Le confort s’invite à la nouvelle prison de Marche-en-Famenne

Le Premier ministre Elio Di Rupo, accompagné de la ministre de la Justice Annemie Turtelboom et du secrétaire d’État en charge de la Régie des bâtiments Servais Verherstraeten, ont inauguré la nouvelle prison de Marche-en-Famenne.

Destinée à accueillir 312 détenus, cette nouvelle prison est la première réalisation du Masterplan destiné à diminuer la surpopulation carcérale en Belgique, mais aussi améliorer les conditions de vie des détenus.

Turtelboom  : un cadre de vie sécurisé, mais « digne »

Installé sur un terrain 16 hectares situés au nord de Marche, l’établissement pénitentiaire entend offrir un cadre de vie sécurisé, mais «  digne », afin de diminuer le comportement agressif des détenus.

« Seule une approche plus humaine (de la détention) peut diminuer la récidive, et donc les risques pour la société », a fait valoir Mme Turtelboom.

Les 312 détenus (300 hommes et 12 femmes) du site bénéficieront ainsi de cellules lumineuses et décorées de couleurs vives, ainsi que de douches individuelles.

Une bibliothèque, une salle de sport couverte et une autre extérieure ont été prévues, de même que des salles de cours et des ateliers où 150 prisonniers pourront travailler en vue de préparer leur réintégration dans la société.

La prison intègre aussi une salle pour le tribunal d’application des peines (TAP) ainsi que la chambre du conseil afin de limiter les transferts des détenus.

Voir la brochure de la Régie des Bâtiments

Di Rupo : « Un lieu de transition vers une autre vie »

Dans son discours d’inauguration de la prison, le Premier ministre Elio Di Rupo a rappelé que des nouvelles prisons sont attendues, notamment à Anvers et Bruxelles et d’autres sont en cours de discussion, comme à Sambreville et que d’autres se finalisent comme à Leuze-en-Hainaut.

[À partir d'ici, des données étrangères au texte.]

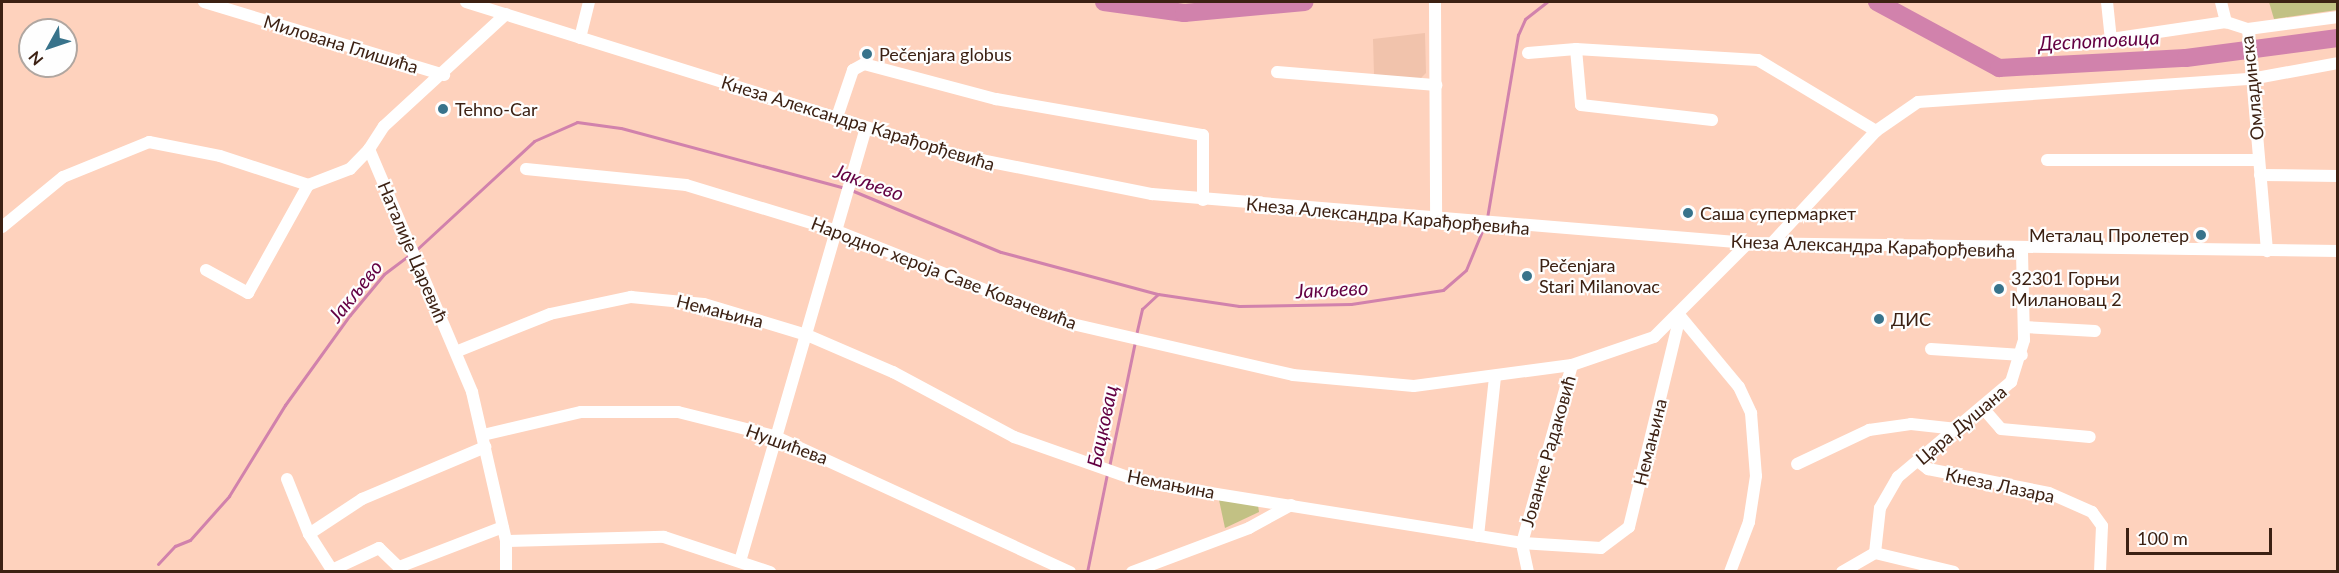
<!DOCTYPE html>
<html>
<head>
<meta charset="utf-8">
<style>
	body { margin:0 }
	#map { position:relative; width:2339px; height:573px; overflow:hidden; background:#fed2bd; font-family:Lato,sans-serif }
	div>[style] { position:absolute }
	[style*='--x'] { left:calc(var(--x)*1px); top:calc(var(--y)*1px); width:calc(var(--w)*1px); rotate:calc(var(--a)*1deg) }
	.built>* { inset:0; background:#f1c3ac }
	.green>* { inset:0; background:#c2c184 }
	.stream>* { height:3px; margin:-1.5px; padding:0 1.5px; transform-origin:1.5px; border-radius:1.5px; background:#d182ac }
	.river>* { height:18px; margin:-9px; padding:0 9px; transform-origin:9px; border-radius:9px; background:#d182ac }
	.minor>* { height:12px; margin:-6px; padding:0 6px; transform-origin:6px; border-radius:6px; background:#fff }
	.dots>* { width:16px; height:16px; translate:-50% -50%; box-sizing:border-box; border:3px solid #fefefe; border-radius:50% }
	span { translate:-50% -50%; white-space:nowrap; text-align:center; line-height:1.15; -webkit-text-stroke:4.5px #fefefe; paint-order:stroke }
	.street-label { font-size:18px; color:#3c2113 }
	.poi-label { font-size:18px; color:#3c2113 }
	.left { translate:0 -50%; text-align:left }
	.right { translate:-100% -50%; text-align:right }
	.water-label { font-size:20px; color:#630042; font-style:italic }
	.frame { position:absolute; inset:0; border:3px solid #3c2113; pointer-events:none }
	.north { position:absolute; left:18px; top:18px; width:60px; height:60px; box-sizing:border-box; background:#fefefe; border:2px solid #b0a6a0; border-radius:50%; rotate:230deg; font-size:16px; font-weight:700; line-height:24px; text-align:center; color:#3c2113 }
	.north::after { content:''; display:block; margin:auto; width:21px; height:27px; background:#38738b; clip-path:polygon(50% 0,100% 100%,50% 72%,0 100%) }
	.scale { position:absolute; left:2126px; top:528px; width:146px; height:27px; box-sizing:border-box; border:3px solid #3c2113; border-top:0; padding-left:8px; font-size:18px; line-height:21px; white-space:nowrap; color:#3c2113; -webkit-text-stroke:4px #fefefe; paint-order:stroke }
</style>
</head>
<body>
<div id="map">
	<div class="built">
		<i style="clip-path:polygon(1425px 33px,1426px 73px,1420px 79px,1374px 75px,1373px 39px)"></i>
	</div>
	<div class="green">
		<i style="clip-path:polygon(2269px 2px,2337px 2px,2337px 10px,2274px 19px)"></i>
		<i style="clip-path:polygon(1219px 500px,1258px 505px,1259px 512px,1225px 528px)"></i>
	</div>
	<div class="stream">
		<i style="--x:851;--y:190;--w:162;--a:22.5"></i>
		<i style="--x:1001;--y:252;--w:163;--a:15"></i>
		<i style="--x:1158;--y:294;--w:82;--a:8.4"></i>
		<i style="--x:1239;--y:306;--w:112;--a:-1"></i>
		<i style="--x:1351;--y:304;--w:93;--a:-8.7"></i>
		<i style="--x:1443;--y:290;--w:30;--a:-41"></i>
		<i style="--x:1466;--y:270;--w:50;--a:-67.6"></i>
		<i style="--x:1487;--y:218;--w:186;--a:-80.4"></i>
		<i style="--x:1518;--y:35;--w:17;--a:-66"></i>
		<i style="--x:1525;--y:19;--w:28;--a:-38"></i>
		<i style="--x:415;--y:251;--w:162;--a:-42.7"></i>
		<i style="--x:534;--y:141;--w:47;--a:-23.8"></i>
		<i style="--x:577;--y:122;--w:44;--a:7.8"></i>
		<i style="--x:621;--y:128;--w:232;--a:15"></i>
		<i style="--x:1136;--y:335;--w:27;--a:-77"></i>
		<i style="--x:1142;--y:309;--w:22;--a:-43"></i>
		<i style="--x:1109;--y:467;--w:128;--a:-78.3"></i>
		<i style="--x:158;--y:564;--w:25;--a:-47"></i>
		<i style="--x:175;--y:546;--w:16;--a:-22"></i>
		<i style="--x:190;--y:540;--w:59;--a:-48.4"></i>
		<i style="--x:229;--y:496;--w:107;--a:-58.4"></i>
		<i style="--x:285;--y:405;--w:111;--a:-54.2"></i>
		<i style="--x:350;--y:315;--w:53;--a:-50.3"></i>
		<i style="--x:384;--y:274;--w:31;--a:-37"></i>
		<i style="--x:1087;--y:572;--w:100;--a:-78.5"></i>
	</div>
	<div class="river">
		<i style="--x:1104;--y:2;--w:81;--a:7.8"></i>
		<i style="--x:1184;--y:13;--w:121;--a:-5.2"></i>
		<i style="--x:1877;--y:2;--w:139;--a:28.4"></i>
		<i style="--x:1999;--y:68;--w:187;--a:-3.1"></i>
		<i style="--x:2186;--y:58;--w:153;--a:-7.5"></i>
	</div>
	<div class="minor">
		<i style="--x:204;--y:2;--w:251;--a:16.9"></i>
		<i style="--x:466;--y:2;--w:513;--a:17.34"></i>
		<i style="--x:956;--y:155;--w:200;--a:11.3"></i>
		<i style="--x:1152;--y:194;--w:598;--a:4.7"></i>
		<i style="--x:1748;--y:243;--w:590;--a:0.78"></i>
		<i style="--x:1435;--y:2;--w:218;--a:89.7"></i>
		<i style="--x:2107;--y:2;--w:37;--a:84"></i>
		<i style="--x:2111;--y:39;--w:116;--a:-8.4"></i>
		<i style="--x:2226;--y:22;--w:23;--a:18"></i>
		<i style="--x:2248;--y:29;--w:91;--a:-7.6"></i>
		<i style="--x:2221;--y:2;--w:21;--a:76"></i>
		<i style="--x:506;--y:14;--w:166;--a:137.4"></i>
		<i style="--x:384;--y:126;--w:27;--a:123"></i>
		<i style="--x:369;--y:149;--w:264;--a:67"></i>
		<i style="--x:472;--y:392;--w:153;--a:77.1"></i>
		<i style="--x:506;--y:541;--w:31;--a:90"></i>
		<i style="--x:2248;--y:29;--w:223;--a:85.1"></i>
		<i style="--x:580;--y:38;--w:37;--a:-76"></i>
		<i style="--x:1576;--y:49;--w:182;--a:3.5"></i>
		<i style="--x:1758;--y:60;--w:138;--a:31"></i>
		<i style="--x:1528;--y:53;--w:48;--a:-4.8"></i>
		<i style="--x:1576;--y:49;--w:56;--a:84.9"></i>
		<i style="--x:1581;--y:105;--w:132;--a:6.5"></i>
		<i style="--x:1277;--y:72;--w:160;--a:4.7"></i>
		<i style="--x:836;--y:120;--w:53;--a:-71.2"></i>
		<i style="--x:853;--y:70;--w:13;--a:-29"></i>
		<i style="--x:864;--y:64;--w:137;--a:14.9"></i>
		<i style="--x:996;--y:99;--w:210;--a:9.9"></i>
		<i style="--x:1203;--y:135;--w:65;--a:90"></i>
		<i style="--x:2047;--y:160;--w:212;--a:0"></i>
		<i style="--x:526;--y:169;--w:161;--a:5.7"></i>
		<i style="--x:686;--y:185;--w:158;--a:16.9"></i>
		<i style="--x:837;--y:231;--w:249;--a:21.7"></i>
		<i style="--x:1068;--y:323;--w:231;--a:13"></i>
		<i style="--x:1293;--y:375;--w:121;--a:5.2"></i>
		<i style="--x:1414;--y:386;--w:159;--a:-7.6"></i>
		<i style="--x:1572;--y:365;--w:87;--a:-18.9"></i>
		<i style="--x:1654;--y:337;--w:133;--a:-45"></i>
		<i style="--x:2260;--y:175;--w:78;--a:0.7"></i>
		<i style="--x:2;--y:227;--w:79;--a:-39.3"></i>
		<i style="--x:63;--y:177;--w:93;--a:-22.1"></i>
		<i style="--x:149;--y:142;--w:72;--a:11.2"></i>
		<i style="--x:220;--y:156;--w:93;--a:18.2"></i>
		<i style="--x:308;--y:185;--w:45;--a:-20.9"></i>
		<i style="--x:350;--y:169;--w:28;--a:-46"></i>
		<i style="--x:1772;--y:243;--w:153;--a:-47.1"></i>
		<i style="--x:1876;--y:131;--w:51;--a:-34.6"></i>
		<i style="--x:1918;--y:102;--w:334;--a:-4"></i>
		<i style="--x:2251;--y:79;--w:88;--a:-10.4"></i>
		<i style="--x:206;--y:270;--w:48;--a:28.7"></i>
		<i style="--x:248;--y:293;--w:124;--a:-60.9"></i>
		<i style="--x:1680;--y:316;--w:92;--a:50.3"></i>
		<i style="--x:1739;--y:387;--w:29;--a:65"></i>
		<i style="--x:1751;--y:413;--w:63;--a:85.5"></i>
		<i style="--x:1756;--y:476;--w:47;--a:98.7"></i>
		<i style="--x:1749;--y:522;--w:53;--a:110.8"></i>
		<i style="--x:2024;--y:327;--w:71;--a:3.2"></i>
		<i style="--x:1931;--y:349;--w:91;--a:3.8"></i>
		<i style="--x:458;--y:351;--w:99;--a:-21.9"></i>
		<i style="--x:550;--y:314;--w:83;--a:-11.9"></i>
		<i style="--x:631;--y:297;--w:73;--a:5.5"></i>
		<i style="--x:704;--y:304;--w:108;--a:16.8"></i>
		<i style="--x:807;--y:335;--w:94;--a:23.3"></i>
		<i style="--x:893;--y:372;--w:137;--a:28.2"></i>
		<i style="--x:1014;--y:437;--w:136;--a:19.4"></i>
		<i style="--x:1142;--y:482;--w:385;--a:9.1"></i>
		<i style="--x:1522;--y:543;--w:79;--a:3.6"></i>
		<i style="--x:1601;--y:548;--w:35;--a:-37"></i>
		<i style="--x:1629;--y:527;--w:217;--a:-76.4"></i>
		<i style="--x:1982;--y:407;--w:29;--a:49"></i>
		<i style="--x:2001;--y:429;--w:89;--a:5.1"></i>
		<i style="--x:483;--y:435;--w:101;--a:-13.2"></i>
		<i style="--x:581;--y:412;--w:97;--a:0"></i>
		<i style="--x:678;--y:412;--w:99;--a:14"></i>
		<i style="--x:774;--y:436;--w:326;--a:24.7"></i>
		<i style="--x:1918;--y:461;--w:13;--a:39"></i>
		<i style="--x:1928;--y:469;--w:123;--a:11.2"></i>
		<i style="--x:2049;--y:493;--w:47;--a:23.8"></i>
		<i style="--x:2092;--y:512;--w:17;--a:54"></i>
		<i style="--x:2102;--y:526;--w:46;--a:92.5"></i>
		<i style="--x:1797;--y:464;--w:80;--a:-25.3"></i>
		<i style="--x:1869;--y:430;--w:42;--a:-8.1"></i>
		<i style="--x:1911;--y:424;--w:46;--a:6.2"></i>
		<i style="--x:287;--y:479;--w:59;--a:68.2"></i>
		<i style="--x:309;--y:534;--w:43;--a:57.4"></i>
		<i style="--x:332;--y:570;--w:52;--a:-25.1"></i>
		<i style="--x:379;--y:548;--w:28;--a:44"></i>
		<i style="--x:399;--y:567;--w:111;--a:-21"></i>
		<i style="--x:309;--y:534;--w:64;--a:-33.4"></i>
		<i style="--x:362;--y:499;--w:134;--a:-22.9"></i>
		<i style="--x:1478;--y:536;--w:160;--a:-83.9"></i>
		<i style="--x:506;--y:541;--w:158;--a:-1.5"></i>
		<i style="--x:664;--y:537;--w:112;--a:18.3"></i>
		<i style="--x:1875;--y:553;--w:81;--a:13.5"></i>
		<i style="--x:741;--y:558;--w:447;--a:-73.8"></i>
		<i style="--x:1132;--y:572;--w:125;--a:-20.6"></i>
		<i style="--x:1249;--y:528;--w:48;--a:-28.7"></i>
		<i style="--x:1528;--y:572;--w:30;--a:-102"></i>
		<i style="--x:1522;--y:543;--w:185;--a:-74.3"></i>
		<i style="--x:1842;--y:572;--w:38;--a:-30"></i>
		<i style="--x:1875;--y:553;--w:45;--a:-83.7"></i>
		<i style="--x:1880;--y:508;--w:36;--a:-60"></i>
		<i style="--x:1898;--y:477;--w:148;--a:-40.1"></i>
		<i style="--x:2011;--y:382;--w:44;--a:-72.8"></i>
		<i style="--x:2024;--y:340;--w:90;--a:-91.3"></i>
	</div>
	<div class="dots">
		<i style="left:867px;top:54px;background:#38738b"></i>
		<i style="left:443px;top:109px;background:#38738b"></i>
		<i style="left:1688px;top:213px;background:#38738b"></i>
		<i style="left:2201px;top:235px;background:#38738b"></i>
		<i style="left:1527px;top:276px;background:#38738b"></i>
		<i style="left:1999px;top:289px;background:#38738b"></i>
		<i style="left:1879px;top:319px;background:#38738b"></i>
	</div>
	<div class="street-label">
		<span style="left:341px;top:44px;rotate:17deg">Милована Глишића</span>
		<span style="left:2252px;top:88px;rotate:-96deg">Омладинска</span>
		<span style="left:858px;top:123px;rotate:17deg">Кнеза Александра Карађорђевића</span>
		<span style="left:1388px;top:216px;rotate:5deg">Кнеза Александра Карађорђевића</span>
		<span style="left:1873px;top:246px;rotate:2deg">Кнеза Александра Карађорђевића</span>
		<span style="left:413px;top:252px;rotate:67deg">Наталије Царевић</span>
		<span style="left:944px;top:273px;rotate:21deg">Народног хероја Саве Ковачевића</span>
		<span style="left:720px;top:311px;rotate:14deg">Немањина</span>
		<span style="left:1961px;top:425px;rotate:-40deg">Цара Душана</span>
		<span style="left:1650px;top:442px;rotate:-76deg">Немањина</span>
		<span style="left:787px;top:444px;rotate:20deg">Нушићева</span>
		<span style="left:1548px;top:451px;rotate:-74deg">Јованке Радаковић</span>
		<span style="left:1171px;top:484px;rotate:11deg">Немањина</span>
		<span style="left:2000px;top:485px;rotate:12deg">Кнеза Лазара</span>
	</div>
	<div class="poi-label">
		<span class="left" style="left:879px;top:54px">Pečenjara globus</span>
		<span class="left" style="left:455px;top:109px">Tehno-Car</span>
		<span class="left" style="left:1700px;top:213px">Саша супермаркет</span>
		<span class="right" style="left:2189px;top:235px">Металац Пролетер</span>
		<span class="left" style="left:1539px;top:276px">Pečenjara<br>Stari Milanovac</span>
		<span class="left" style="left:2011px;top:289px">32301 Горњи<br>Милановац 2</span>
		<span class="left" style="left:1891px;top:319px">ДИС</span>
	</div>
	<div class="water-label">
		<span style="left:2099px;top:40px;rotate:-3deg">Деспотовица</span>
		<span style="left:869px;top:182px;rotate:20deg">Јакљево</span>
		<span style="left:1332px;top:289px;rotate:-3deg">Јакљево</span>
		<span style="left:355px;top:291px;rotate:-51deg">Јакљево</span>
		<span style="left:1102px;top:426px;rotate:-78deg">Бацковац</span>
	</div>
	<div class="frame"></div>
	<div class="north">N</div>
	<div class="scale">100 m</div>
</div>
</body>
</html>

Il a aussi tenu à travailler le travail des personnel pénitencier.

«  La plupart des détenus finiront un jour par sortir. Notre objectif, c’est bien entendu qu’ils puissent se réinsérer le plus harmonieusement possible. Pour cela, nous devons, dès le premier jour d’incarcération, entamer un travail avec les personnes… Ce nouvel établissement se veut un établissement sécurisé mais humain, une prison paysage, construite dans une recherche de confort pour les gardiens et pour les détenus. Cet établissement pénitentiaire sera, je l’espère pour le plus grand nombre, un lieu de transition. Une transition vers une nouvelle », a souligné Elio Di Rupo.

Menace de grève

Cette inauguration intervient toutefois sur fond de tensions sociales, les syndicats des gardiens reprochant plusieurs manquements sécuritaires au nouveau bâtiment qui doit accueillir ses premiers détenus le 4 novembre prochain.

Des militants de la CSC étaient présents pour accueillir le Premier ministre et réaffirmé leur crainte quant au fonctionnement de la nouvelle prison.

En effet, la CSC Service Publics a déposé mardi soir un préavis de grève, fustigeant « les conditions de sécurité déficientes de la nouvelle prison et le manque de personnel ». Selon le syndicat, le poste de commandement intégré – centre sur lequel repose toute la sécurité du bâtiment – n’est pas encore opérationnel, les détecteurs périmétriques sont défaillants, de nombreuses portes ne fonctionnent pas correctement et les speed gates qui doivent permettre la fermeture rapide des portes en cas d’alarme ne fonctionnent pas non plus.

Par ailleurs, « le consortium s’était engagé à mettre à disposition de l’établissement des formateurs pour assurer la gestion de l’outil informatique complexe. À ce jour, cet outil n’est toujours pas maîtrisé », avait expliqué le permanent CSC Serge Deprez, selon qui il est impossible que tous ces travaux soient effectués avant d’accueillir les premiers détenus.

Laurent Sempot, le porte-parole de l’administration pénitentiaire a d’ailleurs répondu au syndicat chrétien en lui assurant que la prison sera prête en temps et en heure.« Nous sommes actuellement en phase de test afin d’identifier les problèmes et y trouver des solutions. Nous avons reçu des garanties que tout sera prêt en temps et en heure », a affirmé Laurent Sempot.